More Dangers of Milk

     In the Spring, 1984, edition of Moneysworth,Drs. Kurt A. Oster and Donald J. Ross of Fairfield University assert that drinking homogenized milk may start hardening of the arteries in infancy, making milk drinking even more dangerous than smoking. Smokers choose their habit, notes Oster, "but you are almost ambushed into drinking milk. I think the treacherousness of this is more dangerous." Oster and Ross recently released the results of 20 years of research with a blistering attack on the dairy industry. They are urging changes in milk processing to minimize the presence of the enzyme "xanthine oxidase", or X0, which they say starts arteriosclerosis--hardening of the arteries--long before cholesterol and cigarette smoking become factors. Ross says the enzyme is responsible for an estimated 500,000 deaths each year in the United States, and that it may have caused "millions of deaths" worldwide. The death rates due to arteriosclerosis in Finland and the United States--where almost all milk is homogenized--were far higher than in other nations.

     Ross and Oster later concluded that the homogenization of milk and derived products, such as some ice creams and cheese, allows small quantities of X0 to pass into the bloodstream. ROSS, director of the chemistry lab at St. Vincent’s Hospital in Bridgeport, Corm., says X0 can be eliminated by using higher temperature and longer holding times during milk pasteurization. "But the dairy people claim that produces a cooked taste to milk."

     In Puerto Rico, a puzzle has been unraveling having to do with the early physical development of children. The symptom is alarming to parents and bewildering to the affected children: breast development in girls six months to seven years old, and sometimes in young boys. Ordinarily, premature thelarche, as doctors call the condition, is a rare disorder, occurring in less than one out of 1,000 children. But in recent years doctors in Puerto Rico have reported more than 700 cases, mostly in children under two. Some slightly older patients display a fuller range of adult sexual traits, including menstruation at age seven. "When you see four cases a day of an uncommon condition, ,then you know something is very wrong," declares Pediatric Endocrinologist Carmen A. Saenz de Rodriguez of San Juan.

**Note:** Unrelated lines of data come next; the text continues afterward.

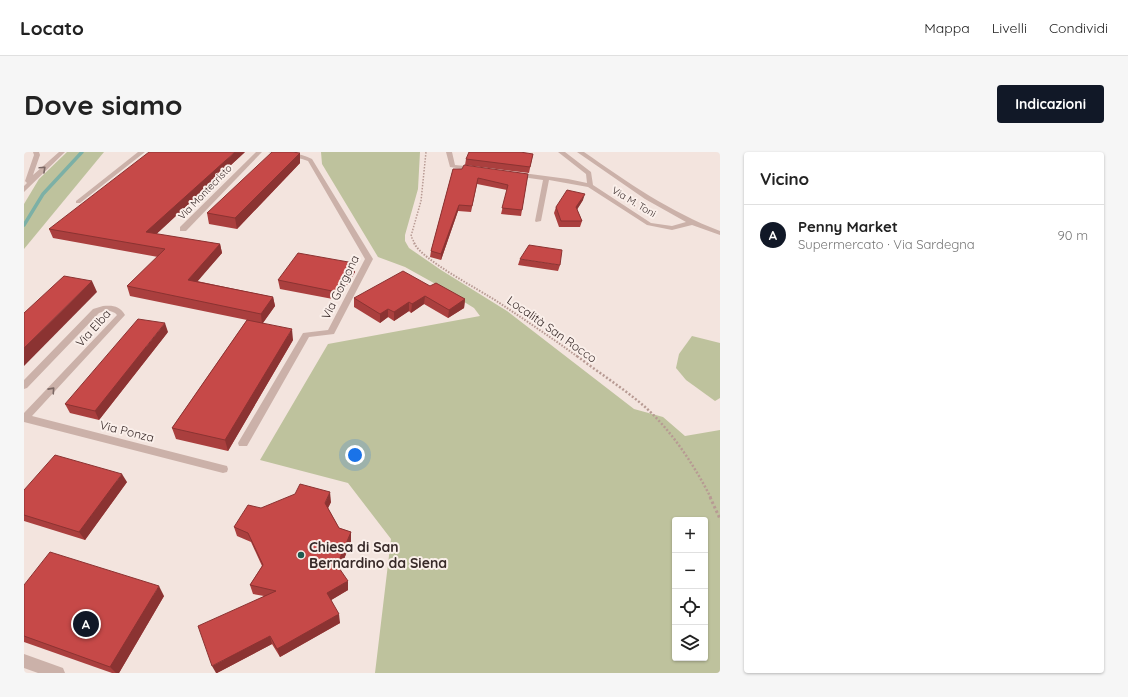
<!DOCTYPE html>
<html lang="it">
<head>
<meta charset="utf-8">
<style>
  body { margin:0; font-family:Quicksand,sans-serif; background:#f6f6f6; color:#222 }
  .controls { position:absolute; right:12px; bottom:12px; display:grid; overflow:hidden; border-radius:4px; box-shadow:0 1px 3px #0004 }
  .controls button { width:36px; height:36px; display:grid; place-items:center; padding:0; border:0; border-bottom:1px solid #e0e0e0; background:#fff; color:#222; font:20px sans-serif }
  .you { position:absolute; left:331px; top:303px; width:14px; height:14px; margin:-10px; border:3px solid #fff; border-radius:50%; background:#1a73e8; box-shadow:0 0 0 6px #1a73e833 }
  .badge { display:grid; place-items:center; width:26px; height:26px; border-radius:50%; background:#111827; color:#fff; font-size:13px; font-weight:700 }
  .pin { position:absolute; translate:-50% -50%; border:2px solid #fff; box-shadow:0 1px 4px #0006 }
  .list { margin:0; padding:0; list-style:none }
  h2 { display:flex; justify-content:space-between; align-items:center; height:52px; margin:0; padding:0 16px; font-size:17px }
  h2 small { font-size:13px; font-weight:400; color:#767676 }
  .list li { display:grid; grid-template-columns:26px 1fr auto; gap:12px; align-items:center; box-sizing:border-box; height:60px; padding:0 16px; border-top:1px solid #e0e0e0 }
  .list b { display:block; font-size:15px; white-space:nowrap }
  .list p { margin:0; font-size:13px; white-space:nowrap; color:#767676 }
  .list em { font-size:13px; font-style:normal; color:#767676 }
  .icon { flex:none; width:22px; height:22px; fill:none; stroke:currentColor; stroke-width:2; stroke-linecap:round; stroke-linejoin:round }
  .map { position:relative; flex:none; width:696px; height:521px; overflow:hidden; border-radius:4px }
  header { display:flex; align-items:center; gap:24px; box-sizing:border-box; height:56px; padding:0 20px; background:#fff; border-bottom:1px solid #e0e0e0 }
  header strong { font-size:19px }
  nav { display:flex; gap:22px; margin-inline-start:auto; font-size:14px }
  .intro { display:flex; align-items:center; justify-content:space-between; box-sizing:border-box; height:96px; padding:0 24px }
  h1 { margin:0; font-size:28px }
  .button { padding:10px 18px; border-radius:4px; background:#111827; color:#fff; font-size:14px; font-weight:700 }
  main { display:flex; gap:24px; padding:0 24px }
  aside { flex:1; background:#fff; border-radius:4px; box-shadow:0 1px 3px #0004 }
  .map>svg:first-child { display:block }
</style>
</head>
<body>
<header>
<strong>Locato</strong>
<nav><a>Mappa</a><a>Livelli</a><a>Condividi</a></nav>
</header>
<div class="intro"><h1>Dove siamo</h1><a class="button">Indicazioni</a></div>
<main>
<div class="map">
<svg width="696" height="521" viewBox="0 0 696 521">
  <rect width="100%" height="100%" fill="#f3e4de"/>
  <g fill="#bec29d" fill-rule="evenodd">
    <polygon points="43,0 80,0 0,97 0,52 15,27"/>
    <path d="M 297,0 L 396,0 L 394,37 L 381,83 L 381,89 L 385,96 L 417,118 L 483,159 L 610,257 L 639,265 L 661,284 L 696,278 L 696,521 L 351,521 L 367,387 L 324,331 L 236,308 L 304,192 L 456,164 L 450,156 L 408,130 L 381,115 L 354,105 L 298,12 ZM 651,368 L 681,368 L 681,506 L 651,506 Z"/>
    <polygon points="668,184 696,191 696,246 691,249 662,228 652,216 655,202"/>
  </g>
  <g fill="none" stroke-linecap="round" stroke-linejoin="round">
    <polyline stroke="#7cb0a6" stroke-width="3.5" points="0,73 19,42 58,0"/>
    <polyline stroke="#b79a93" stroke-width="1.5" stroke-dasharray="1.5 1.5" stroke-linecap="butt" points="391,92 387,84 397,49 402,0"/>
    <path stroke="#b79a93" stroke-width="2" stroke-dasharray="1.5 1.5" stroke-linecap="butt" d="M 390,91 C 398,108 456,138 474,150 C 501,168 528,186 554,205"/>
    <path stroke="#b79a93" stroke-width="2.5" stroke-dasharray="2 2" stroke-linecap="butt" d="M 553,204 C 575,221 599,236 620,254 C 648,279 670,313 687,346"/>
    <polyline stroke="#b79a93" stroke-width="3" stroke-dasharray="2.5 2.5" stroke-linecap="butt" points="686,345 696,367"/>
    <g fill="#cbb1a9" fill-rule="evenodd">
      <polygon points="9,0 15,0 16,3 9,23 35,0 41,0 0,40 0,34 3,31 1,29 10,3"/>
      <polygon points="114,0 121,0 56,51 52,51 52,49"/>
      <polygon points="232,0 238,0 162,79 156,79 156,75"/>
      <path d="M 244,0 C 259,0 275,0 288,7 L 349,107 L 310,182 L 285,185 L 223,294 L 215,294 L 214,291 L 279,181 L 304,178 L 341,107 L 284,9 L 278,7 Z"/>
      <polygon points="422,0 428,0 431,13 451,15 454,17 451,19 426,15"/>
      <path d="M 534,0 L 541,0 L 567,20 L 569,33 L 627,71 L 648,74 L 662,70 L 621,47 L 553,0 L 560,0 C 603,30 646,60 696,79 L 696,83 L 668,73 L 648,78 L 623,73 L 564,35 L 525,28 L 517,69 L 512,70 L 511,69 L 519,28 L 491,24 L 488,22 L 491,20 L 544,27 L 563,31 L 562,22 Z"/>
      <path d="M 79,154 C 89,153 96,154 101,163 L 8,264 L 199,313 L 203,314 L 204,317 L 203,320 L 199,321 L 0,270 L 0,261 L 93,163 C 88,157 81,159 75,161 L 3,236 L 0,237 L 0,228 L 69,157 Z"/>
      <polygon points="0,502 39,516 41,521 14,521 0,516"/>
    </g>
  </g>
  <g fill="#aa3f3e">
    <polygon points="221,0 132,82 196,92 198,101 173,129 249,145 251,154 239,171 269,188 204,299 152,287 148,276 223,168 106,144 103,134 134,105 29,86 25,77"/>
    <polygon points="276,1 276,11 213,77 185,72 183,61"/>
    <polygon points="509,2 505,21 441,13 442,7"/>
    <polygon points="429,17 504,22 497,64 477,62 483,38 453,32 447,60 434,59 417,108 406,105 407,99"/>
    <polygon points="559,48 553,57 558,69 556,75 535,75 530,61 532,55"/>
    <polygon points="496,107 536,113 534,119 494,113"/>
    <polygon points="331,120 314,148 256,137 254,128"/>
    <polygon points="406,134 441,147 440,156 424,166 400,152 387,161 385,159 370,169 364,165 356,171 330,155 330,146"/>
    <polygon points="144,180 75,268 46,261 41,252"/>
    <polygon points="103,330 61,388 0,369 0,338"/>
    <polygon points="307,350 304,356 315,376 327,380 327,389 316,418 324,438 307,448 316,471 256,505 248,492 193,521 192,521 240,444 229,442 226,433 238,414 227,390 213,384 210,375 237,356"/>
    <polygon points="0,433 140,444 95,521 88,521 0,490"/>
  </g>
  <g fill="#8b3332">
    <polygon points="211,0 221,0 125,89 122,80"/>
    <polygon points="276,1 276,11 213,77 211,66"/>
    <polygon points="561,42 559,48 551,61 552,55"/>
    <polygon points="435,53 434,59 417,108 417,102"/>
    <polygon points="196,92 198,101 167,137 164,128"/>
    <polygon points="330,111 331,120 314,148 313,140"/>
    <polygon points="68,129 73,140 0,214 0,196"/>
    <polygon points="401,144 400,152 387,161 388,152"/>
    <polygon points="249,145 251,154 238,172 237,162"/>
    <polygon points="441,147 440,156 424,166 425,158"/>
    <polygon points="385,150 385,159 370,169 370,160"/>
    <polygon points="364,157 364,165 356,171 356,162"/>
    <polygon points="141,171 144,180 75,268 71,259"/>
    <polygon points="268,177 269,188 204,299 201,288"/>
    <polygon points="98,322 103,330 61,388 55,380"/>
    <polygon points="306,340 307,350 302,360 301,351"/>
    <polygon points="327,380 327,389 314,422 313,413"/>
    <polygon points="324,429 324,438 304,450 303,441"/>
    <polygon points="135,434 140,444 95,521 92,521 86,515"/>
    <polygon points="315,462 316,471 256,505 253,497"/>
    <polygon points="246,484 248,492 193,521 192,521 188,514"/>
  </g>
  <g fill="#c64948" stroke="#8b3332">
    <polygon points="125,0 211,0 122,80 196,92 164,128 249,145 237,162 103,134 141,97 25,77"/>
    <polygon points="248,0 268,0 276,1 211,66 183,61"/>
    <polygon points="445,0 496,0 509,2 506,15 442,7"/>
    <polygon points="440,13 504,22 498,58 478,56 484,33 454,26 448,54 435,53 417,102 407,99 429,17 438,17"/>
    <polygon points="543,38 561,42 552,55 558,69 537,69 532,55"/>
    <polygon points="505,93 538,98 536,113 496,107"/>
    <polygon points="274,101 330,111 313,140 254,128"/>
    <polygon points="379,119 406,134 412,131 441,147 425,158 401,144 388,152 385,150 370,160 364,157 356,162 330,146"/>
    <polygon points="40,124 68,129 0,196 0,161"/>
    <polygon points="114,167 141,171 71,259 41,252"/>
    <polygon points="223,168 268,177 201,288 148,276"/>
    <polygon points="31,303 98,322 55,380 0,363 0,338"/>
    <polygon points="276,332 306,340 301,351 315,376 327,380 313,413 324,429 303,441 315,462 253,497 246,484 188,514 174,474 252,439 226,433 239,413 224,381 210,375 224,353 237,356 271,342"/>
    <polygon points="26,400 135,434 86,515 0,484 0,433"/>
  </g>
  <defs><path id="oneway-chevron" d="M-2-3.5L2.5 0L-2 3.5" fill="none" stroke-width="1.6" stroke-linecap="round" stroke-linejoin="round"/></defs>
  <g stroke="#7a6763">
    <use href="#oneway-chevron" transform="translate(19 17) rotate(-43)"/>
    <use href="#oneway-chevron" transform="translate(28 238) rotate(-48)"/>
  </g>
  <circle fill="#1e5a50" stroke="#faefea" stroke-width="1.5" cx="277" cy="403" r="4"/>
  <g text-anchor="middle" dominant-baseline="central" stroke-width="4" stroke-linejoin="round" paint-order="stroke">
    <g font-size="10" fill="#382a29" stroke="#faefea">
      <text transform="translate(181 40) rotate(-46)">Via Montecristo</text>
      <text transform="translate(610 50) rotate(31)">Via M. Toni</text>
    </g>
    <g font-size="12" fill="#382a29" stroke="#faefea">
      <text transform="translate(316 135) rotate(-64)">Via Gorgona</text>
      <text transform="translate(69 176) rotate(-48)">Via Elba</text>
      <text transform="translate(528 177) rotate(35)">Località San Rocco</text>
      <text transform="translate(103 279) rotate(14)">Via Ponza</text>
    </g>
    <g font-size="14" font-weight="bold" fill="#382a29" stroke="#faefea" text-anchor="start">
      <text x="285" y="395">Chiesa di San<tspan x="285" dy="16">Bernardino da Siena</tspan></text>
    </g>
  </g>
</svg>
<div class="controls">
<button>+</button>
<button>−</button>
<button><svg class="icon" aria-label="locate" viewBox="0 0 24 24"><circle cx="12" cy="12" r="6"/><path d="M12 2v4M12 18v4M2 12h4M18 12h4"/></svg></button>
<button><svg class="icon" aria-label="layers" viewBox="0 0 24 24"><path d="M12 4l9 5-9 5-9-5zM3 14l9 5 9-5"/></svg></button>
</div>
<div class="you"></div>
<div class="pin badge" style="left:62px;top:472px">A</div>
</div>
<aside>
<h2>Vicino<small></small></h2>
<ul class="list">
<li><span class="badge">A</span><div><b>Penny Market</b><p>Supermercato · Via Sardegna</p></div><em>90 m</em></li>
</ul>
</aside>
</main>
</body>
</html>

     The villain, according to Saenz and other Puerto Rican doctors, could be the local food--beef, chicken and that fundamental childhood staple, milk. These physicians suspect that meat and milk producers are unlawfully using estrogen and related compounds, including the federally banned carcinogen diethylstilbestrol (DES), to add heft to their animals. High consumption of such chemicals has been known to cause premature thelarche, and, say the doctors, when patients are withdrawn from the suspect foods, nearly all recover within six to eight months.

     In a study on bed-wetting, fully 50% of the children studied stopped bed-wetting when milk was removed from the diet. The investigators speculate that milk acts on the inhibitory center of the brain stem to lower the voiding reflex threshhold. Clinical Trends in Family Practice, - September-October, 1978.

     Dr. William Dreamer of San Francisco reports that many musculoskeletal pains called "growing pains" in children are related to an allergy to milk. (Oski, Frank, M.D., Don’t Drink Your Milk, Wyden Books, 1971, p. 23)

     The lactose in milk facilitates the absorption of lead, which is toxic to the human body. Laboratory animals were given normal doses of lactose, and as the lactose intake was increased, more lead was absorbed and retained in their tissues. Science 221 [4477] : 61-63, January 2, 1981.)